Rosie yacía en la escalera con los ojos cerrados y los puños apretados contra la cabeza mientras escuchaba los gritos de Norman. Intentó no imaginar siquiera lo que estaba sucediendo allí arriba e intentó recordar que era Norman quien gritaba. Norman el del lápiz terrible, Norman el de la raqueta de tenis, Norman el de los dientes.
Sin embargo, todos aquellos pensamientos quedaron sepultados bajo el horror de sus gritos, sus chillidos agónicos mientras Rose Madder…
… le hacía lo que fuera que le estaba haciendo.
A1 cabo de un rato, un rato muy, muy largo, los gritos cesaron.
Rosie permaneció tendida; abrió los puños, pero no los ojos, y siguió inmóvil, jadeando entrecortadamente. Podría haber permanecido tumbada durante horas si la voz dulce y demente de la mujer no la hubiera llamado.
—¡Sube, pequeña Rosie! ¡Sube y regocíjate! ¡El toro se ha ido!

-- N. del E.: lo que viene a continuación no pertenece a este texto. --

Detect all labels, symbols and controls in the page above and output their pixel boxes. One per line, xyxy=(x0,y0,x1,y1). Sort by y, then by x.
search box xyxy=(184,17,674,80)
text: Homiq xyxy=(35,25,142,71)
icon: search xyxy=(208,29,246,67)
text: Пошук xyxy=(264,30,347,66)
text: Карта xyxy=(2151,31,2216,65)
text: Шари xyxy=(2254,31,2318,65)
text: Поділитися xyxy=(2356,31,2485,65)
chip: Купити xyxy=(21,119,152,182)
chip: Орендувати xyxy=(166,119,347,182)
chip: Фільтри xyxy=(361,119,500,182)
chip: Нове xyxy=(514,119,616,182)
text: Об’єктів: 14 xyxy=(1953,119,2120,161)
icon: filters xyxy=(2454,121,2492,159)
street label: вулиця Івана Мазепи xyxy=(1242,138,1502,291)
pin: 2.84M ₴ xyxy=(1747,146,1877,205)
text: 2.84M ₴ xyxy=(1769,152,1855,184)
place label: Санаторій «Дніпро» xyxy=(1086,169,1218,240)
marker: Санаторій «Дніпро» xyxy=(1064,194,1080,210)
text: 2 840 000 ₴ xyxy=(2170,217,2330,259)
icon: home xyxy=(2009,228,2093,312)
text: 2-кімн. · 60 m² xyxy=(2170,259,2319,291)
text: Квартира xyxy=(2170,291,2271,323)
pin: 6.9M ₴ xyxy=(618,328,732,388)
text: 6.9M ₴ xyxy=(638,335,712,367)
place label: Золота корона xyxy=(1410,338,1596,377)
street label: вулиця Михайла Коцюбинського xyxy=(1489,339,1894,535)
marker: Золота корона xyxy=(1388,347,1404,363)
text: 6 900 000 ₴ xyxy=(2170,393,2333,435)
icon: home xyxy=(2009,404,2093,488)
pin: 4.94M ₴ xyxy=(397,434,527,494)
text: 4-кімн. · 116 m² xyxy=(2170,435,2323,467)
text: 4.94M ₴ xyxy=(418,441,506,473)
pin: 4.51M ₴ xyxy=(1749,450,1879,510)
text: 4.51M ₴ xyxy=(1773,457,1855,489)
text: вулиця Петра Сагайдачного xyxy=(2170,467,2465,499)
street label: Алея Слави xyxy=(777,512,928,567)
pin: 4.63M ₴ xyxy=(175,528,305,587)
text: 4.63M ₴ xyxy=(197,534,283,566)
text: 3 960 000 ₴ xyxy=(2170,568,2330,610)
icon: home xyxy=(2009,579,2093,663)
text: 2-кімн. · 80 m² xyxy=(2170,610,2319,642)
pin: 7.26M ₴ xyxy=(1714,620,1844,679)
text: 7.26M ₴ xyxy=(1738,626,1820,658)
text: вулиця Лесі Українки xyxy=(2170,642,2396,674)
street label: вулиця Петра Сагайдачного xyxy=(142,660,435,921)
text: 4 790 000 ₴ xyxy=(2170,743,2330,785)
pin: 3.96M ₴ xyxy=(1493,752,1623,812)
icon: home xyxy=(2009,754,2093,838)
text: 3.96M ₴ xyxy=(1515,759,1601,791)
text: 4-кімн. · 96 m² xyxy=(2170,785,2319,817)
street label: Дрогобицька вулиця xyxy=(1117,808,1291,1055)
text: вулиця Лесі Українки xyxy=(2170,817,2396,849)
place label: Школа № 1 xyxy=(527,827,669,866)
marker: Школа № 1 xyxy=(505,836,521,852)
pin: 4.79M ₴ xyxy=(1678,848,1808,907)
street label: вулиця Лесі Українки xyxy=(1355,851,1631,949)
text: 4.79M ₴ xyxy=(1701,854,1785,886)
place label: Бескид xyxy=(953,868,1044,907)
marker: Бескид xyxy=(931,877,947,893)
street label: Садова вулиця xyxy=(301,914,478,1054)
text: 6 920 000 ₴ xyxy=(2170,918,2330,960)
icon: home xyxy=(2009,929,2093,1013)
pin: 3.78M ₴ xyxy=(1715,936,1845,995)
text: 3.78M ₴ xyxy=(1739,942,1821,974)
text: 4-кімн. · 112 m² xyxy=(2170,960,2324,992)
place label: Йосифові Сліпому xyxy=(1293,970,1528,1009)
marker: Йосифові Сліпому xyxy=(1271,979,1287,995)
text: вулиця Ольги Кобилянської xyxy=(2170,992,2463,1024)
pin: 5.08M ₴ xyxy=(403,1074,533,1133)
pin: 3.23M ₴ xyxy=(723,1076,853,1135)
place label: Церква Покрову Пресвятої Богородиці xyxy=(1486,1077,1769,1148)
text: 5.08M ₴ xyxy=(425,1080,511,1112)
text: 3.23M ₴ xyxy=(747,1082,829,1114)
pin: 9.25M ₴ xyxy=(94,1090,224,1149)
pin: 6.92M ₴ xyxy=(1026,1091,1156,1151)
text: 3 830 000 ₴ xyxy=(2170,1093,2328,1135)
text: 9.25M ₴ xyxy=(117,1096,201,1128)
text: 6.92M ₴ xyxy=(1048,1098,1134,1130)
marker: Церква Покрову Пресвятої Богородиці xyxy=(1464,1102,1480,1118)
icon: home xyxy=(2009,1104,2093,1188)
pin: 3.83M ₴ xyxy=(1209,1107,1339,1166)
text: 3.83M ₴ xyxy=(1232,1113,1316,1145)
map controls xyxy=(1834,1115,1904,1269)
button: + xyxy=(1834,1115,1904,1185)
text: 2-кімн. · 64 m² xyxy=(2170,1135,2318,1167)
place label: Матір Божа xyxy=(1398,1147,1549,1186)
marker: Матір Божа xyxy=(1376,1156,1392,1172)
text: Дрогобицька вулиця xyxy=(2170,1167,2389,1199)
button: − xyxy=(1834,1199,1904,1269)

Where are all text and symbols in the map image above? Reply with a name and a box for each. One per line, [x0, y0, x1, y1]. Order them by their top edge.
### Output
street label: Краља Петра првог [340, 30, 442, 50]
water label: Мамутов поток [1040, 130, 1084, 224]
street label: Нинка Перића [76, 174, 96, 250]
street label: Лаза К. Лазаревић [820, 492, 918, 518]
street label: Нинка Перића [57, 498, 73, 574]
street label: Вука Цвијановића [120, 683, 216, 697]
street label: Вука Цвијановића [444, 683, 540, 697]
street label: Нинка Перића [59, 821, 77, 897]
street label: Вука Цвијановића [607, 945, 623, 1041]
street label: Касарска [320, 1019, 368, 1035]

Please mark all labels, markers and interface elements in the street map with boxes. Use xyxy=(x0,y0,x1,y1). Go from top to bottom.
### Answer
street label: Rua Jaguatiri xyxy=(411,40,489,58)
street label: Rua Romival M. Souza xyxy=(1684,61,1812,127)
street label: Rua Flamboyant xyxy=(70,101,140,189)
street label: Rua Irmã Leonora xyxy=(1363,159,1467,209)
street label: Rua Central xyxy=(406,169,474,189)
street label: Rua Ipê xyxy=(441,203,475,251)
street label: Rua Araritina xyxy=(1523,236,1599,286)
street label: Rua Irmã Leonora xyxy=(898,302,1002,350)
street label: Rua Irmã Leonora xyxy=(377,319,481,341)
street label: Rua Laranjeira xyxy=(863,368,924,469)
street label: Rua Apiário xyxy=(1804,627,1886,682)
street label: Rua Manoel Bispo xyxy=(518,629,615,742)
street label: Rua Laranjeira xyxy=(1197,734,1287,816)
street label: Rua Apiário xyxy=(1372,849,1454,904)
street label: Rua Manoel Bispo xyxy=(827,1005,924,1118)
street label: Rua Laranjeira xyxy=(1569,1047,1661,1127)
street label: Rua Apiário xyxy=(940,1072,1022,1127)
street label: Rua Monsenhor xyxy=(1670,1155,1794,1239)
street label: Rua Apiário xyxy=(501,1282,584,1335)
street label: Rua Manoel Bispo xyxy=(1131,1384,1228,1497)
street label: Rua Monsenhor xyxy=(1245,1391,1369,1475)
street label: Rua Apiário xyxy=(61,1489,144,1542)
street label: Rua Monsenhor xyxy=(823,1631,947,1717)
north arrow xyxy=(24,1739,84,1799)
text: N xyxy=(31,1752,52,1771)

Muy despacio, pues las piernas se le antojaban muertas, Rosie se arrodilló y por fin se levantó. Subió la escalera y en lo alto se detuvo. No quería mirar, pero sus ojos parecían haber cobrado vida propia y recorrieron el claro mientras Rosie contenía el aliento.
Por fin exhaló el aire en un suspiro prolongado de alivio. Rose Madder seguía arrodillada de espaldas a ella. Ante ella yacía un bulto oscuro que en un principio le pareció de trapos. Pero en aquel momento, una forma parecida a una estrella de mar surgió de las sombras y quedó bañada por la luna. Era una mano, y entonces Rosie vio el resto de Norman, como una mujer que de repente reconoce algo coherente en la mancha de tinta que le ha dado el psiquiatra. Era Norman, sin lugar a dudas. Estaba mutilado y los ojos se le salían de las órbitas en una expresión de terror definitivo, pero era Norman.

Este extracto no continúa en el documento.